A Quick Refresher on Machine Learning

ML is the subfield of Artificial Intelligence. As a child learns by examples or seeing and tagging names of things, similarly machine learns by seeing/ understanding several examples. A innocent child need a few examples to learn something whereas a machine needs many more to get an idea.

Machine Learning QnA

Question: 1 What are the most important machine learning techniques?

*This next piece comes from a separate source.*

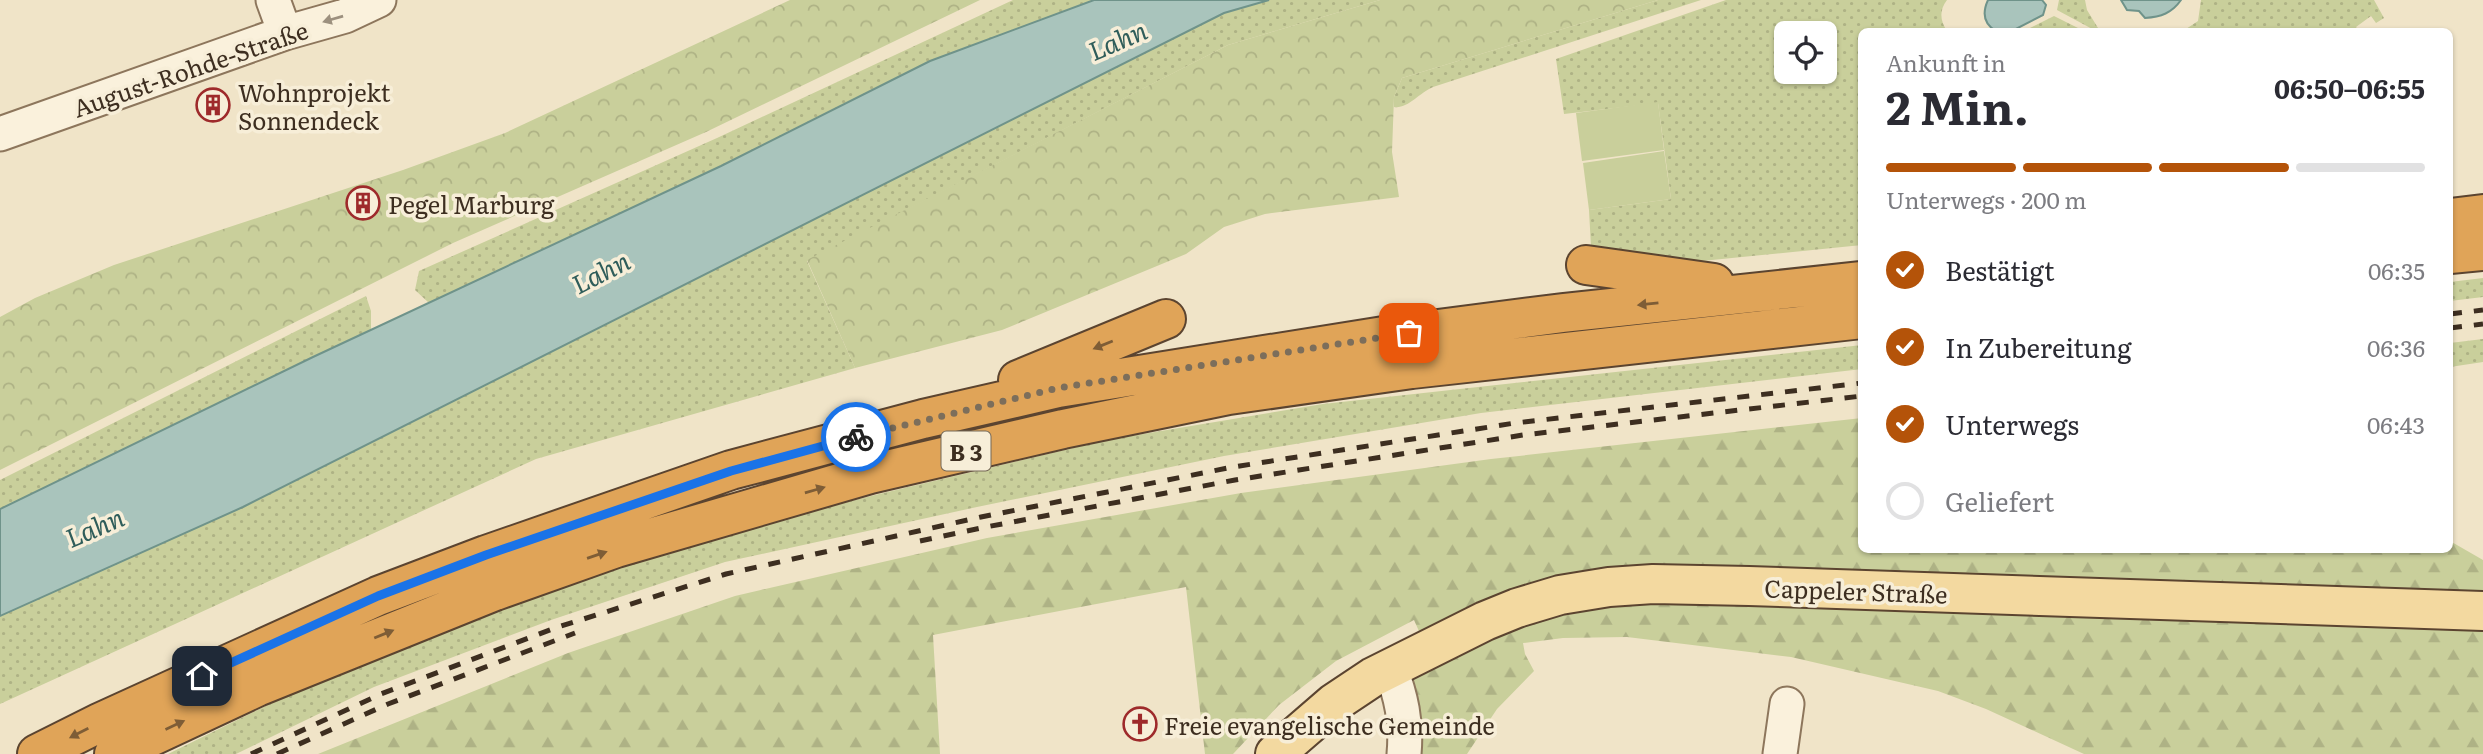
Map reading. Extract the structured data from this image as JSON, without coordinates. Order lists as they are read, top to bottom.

In his famous essay “Computing Machinery and Intelligence” Alan Turing asked a fundamental question “Can machines do what we (as thinking entities) can do?” Machine learning is not about thinking but more about a related activity: Learning or better, according to Arthur Samuel, the “Field of study that gives computers the ability to learn without being explicitly programmed”. Machine learning techniques are typically classified into two categories: In supervised learning pairs of examples made up by (inputs, desired output) are available and the computer learns a model according to which given an input, a desired output with a minimal error is predicted. Classification, Neural Networks and Regression are all examples of supervised learning. For all techniques we assume that there is an oracle or a teacher that can teach to computers what to do in order for them to apply the learned lessons on new unseen data. In unsupervised learning computers have no teachers and they are left alone in searching for structures, patterns and anomalies in data. Clustering and Density Estimations are typical examples of unsupervised machine learning. Let us now review the main machine learning techniques: In classification the teacher presents pairs of (inputs, target classes) and the computer learns to attribute classes to new unseen data. Naïve Bayesian, SVM, Decision Trees and Neural Networks are all classification methodologies. The first two are discussed in this volume, while the remaining ones will be part of the next volume. In Regression the teacher presents pairs of (inputs, continuous targets) and computers learn how to predict continuous values on new and unseen data. Linear and Logistic regression are examples which will be discussed in the present volume. Decision Trees, SVM and Neural Networks can also be used for Regression. In Associative rule learning computers are presented with a large set of observations, all being made up of multiple variables. The task is then to learn relations between variables such us A & B C (if A and B happen, then C will also happen). In Clustering computers learn how to partition observations in various subsets, so that each partition will be made up of similar observations according to some well-defined metric. Algorithms like K-Means and DBSCAN belong also to this class. In Density estimation computers learn how to find statistical values that describe data. Algorithms like Expectation Maximization belong also to this class

Question: 2 Why are Features extraction and engineering so important in machine learning?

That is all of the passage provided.